[Stored data]
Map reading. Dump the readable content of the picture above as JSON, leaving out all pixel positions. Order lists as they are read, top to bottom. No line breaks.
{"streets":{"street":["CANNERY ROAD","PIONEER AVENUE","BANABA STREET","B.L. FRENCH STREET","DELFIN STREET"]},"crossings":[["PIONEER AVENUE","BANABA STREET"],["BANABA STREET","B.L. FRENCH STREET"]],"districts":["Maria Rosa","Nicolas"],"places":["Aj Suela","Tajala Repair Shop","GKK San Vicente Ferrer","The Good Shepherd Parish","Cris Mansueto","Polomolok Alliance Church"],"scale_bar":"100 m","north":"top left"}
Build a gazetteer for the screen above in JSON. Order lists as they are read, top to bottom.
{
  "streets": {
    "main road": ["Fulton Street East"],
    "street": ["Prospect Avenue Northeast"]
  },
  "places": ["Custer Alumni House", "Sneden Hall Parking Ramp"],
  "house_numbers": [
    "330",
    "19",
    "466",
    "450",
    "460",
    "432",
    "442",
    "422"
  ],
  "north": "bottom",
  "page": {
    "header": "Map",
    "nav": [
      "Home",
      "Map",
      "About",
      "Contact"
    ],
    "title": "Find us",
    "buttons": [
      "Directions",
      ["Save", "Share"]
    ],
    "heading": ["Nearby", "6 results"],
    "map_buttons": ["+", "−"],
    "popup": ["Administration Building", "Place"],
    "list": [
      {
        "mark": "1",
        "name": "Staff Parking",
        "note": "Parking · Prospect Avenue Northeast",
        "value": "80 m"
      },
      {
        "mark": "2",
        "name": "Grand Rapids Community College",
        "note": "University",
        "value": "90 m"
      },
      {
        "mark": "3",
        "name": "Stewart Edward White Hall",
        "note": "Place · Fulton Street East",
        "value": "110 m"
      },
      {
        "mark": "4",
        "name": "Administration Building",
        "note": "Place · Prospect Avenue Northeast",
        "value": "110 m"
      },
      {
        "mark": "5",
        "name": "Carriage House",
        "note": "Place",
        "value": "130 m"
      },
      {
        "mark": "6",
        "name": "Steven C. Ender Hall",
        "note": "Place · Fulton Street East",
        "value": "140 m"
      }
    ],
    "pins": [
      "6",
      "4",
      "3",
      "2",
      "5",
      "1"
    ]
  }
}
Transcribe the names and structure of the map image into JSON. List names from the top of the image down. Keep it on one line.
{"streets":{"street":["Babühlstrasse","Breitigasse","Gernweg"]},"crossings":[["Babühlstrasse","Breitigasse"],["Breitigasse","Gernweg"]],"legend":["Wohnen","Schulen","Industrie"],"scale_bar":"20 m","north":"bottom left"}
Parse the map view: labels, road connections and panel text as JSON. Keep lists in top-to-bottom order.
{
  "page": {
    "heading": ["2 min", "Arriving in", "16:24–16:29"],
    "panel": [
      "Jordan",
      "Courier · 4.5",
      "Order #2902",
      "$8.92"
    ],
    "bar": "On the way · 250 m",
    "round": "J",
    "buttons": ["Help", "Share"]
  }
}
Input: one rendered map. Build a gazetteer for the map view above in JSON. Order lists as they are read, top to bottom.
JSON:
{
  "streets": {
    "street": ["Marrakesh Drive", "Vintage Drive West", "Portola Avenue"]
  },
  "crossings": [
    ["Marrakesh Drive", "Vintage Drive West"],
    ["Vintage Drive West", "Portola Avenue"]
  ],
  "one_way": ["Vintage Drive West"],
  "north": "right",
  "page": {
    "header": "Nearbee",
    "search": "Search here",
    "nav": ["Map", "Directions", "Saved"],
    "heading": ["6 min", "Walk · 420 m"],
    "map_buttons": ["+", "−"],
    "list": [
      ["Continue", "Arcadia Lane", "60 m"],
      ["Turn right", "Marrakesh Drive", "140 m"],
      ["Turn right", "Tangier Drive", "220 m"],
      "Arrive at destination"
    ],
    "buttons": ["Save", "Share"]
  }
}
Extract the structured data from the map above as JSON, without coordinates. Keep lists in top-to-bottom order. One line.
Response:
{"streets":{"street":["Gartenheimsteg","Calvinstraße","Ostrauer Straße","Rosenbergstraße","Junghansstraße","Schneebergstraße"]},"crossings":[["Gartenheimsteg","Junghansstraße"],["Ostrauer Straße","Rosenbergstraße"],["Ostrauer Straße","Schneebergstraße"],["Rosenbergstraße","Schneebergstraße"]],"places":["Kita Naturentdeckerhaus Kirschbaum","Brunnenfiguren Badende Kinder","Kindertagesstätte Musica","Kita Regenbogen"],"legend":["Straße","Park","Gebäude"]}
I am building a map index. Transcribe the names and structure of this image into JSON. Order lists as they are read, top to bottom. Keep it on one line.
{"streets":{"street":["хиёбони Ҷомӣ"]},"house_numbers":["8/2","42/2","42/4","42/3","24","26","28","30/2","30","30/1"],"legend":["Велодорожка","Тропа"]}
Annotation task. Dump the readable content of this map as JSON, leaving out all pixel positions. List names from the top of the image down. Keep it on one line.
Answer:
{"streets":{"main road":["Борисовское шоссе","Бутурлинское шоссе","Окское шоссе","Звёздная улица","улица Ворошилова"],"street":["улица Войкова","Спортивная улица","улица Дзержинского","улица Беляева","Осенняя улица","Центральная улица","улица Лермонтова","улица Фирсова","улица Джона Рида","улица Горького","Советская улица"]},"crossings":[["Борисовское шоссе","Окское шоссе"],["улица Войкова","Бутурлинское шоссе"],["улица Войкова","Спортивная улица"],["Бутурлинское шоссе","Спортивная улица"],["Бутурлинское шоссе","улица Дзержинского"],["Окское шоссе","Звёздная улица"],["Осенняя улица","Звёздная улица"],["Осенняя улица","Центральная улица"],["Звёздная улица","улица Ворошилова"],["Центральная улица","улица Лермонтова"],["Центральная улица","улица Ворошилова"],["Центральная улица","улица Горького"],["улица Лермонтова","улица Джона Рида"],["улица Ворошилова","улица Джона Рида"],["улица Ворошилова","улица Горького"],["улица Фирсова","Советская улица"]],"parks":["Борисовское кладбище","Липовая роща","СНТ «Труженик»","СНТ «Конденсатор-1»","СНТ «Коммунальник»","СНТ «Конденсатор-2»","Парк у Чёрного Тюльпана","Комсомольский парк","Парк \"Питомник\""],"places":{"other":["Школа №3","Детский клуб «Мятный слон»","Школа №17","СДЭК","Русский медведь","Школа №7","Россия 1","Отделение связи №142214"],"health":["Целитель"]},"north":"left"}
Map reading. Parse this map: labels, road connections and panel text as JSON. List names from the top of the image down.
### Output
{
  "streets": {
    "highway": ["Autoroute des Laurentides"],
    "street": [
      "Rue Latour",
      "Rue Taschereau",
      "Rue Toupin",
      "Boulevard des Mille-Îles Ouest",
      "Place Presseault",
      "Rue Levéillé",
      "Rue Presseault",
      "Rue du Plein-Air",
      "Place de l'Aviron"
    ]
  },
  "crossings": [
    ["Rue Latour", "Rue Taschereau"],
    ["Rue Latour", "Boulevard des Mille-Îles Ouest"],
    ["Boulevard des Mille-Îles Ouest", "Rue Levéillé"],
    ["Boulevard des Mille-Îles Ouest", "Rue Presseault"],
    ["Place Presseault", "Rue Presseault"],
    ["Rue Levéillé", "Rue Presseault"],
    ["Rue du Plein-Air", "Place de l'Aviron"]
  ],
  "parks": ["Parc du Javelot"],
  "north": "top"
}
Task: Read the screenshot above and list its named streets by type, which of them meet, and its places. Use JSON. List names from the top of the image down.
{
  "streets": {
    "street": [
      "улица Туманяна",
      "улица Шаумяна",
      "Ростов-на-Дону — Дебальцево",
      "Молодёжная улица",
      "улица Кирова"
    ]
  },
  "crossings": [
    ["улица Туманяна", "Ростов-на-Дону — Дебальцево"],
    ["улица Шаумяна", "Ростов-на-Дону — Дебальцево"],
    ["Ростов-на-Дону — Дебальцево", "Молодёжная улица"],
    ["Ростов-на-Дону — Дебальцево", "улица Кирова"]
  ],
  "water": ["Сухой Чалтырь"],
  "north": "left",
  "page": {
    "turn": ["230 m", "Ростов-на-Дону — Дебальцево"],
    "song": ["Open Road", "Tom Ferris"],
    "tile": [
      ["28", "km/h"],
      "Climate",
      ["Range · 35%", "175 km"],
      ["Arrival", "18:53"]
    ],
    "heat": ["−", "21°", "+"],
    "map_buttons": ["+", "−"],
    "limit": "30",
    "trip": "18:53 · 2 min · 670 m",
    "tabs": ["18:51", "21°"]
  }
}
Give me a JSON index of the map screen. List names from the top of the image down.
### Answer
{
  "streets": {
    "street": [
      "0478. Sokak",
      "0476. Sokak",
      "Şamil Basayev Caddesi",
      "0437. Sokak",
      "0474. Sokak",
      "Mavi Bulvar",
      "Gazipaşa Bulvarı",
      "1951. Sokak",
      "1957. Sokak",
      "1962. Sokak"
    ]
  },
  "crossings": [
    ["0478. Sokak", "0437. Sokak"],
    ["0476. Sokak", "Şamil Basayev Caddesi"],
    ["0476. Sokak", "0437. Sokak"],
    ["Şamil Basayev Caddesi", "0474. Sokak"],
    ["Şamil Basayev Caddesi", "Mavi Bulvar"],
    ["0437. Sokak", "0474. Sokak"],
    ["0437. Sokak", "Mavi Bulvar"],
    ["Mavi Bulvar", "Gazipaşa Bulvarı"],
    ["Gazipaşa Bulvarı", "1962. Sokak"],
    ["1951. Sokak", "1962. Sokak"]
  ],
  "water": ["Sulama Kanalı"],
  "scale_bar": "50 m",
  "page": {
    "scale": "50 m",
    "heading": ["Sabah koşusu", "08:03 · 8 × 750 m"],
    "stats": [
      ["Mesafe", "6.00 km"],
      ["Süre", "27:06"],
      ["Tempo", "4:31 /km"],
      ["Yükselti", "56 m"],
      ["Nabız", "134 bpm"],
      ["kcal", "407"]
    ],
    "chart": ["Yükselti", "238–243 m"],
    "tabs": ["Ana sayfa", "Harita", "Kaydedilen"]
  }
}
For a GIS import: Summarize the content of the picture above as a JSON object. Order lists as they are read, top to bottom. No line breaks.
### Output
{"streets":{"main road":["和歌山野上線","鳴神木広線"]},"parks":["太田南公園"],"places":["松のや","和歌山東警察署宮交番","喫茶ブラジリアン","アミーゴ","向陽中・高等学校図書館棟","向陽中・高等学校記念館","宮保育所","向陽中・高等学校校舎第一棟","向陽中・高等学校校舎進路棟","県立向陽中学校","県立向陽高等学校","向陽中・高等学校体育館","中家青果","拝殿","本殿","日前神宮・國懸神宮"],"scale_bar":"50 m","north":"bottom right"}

Activity:
Restate word for word the entries above, starting at the line with "Parse the map" and ending at the line with "Input: one rendered", inclusive, and no others.

Solution to this task:
Parse the map view: labels, road connections and panel text as JSON. Keep lists in top-to-bottom order.
{
  "page": {
    "heading": ["2 min", "Arriving in", "16:24–16:29"],
    "panel": [
      "Jordan",
      "Courier · 4.5",
      "Order #2902",
      "$8.92"
    ],
    "bar": "On the way · 250 m",
    "round": "J",
    "buttons": ["Help", "Share"]
  }
}
Input: one rendered map. Build a gazetteer for the map view above in JSON. Order lists as they are read, top to bottom.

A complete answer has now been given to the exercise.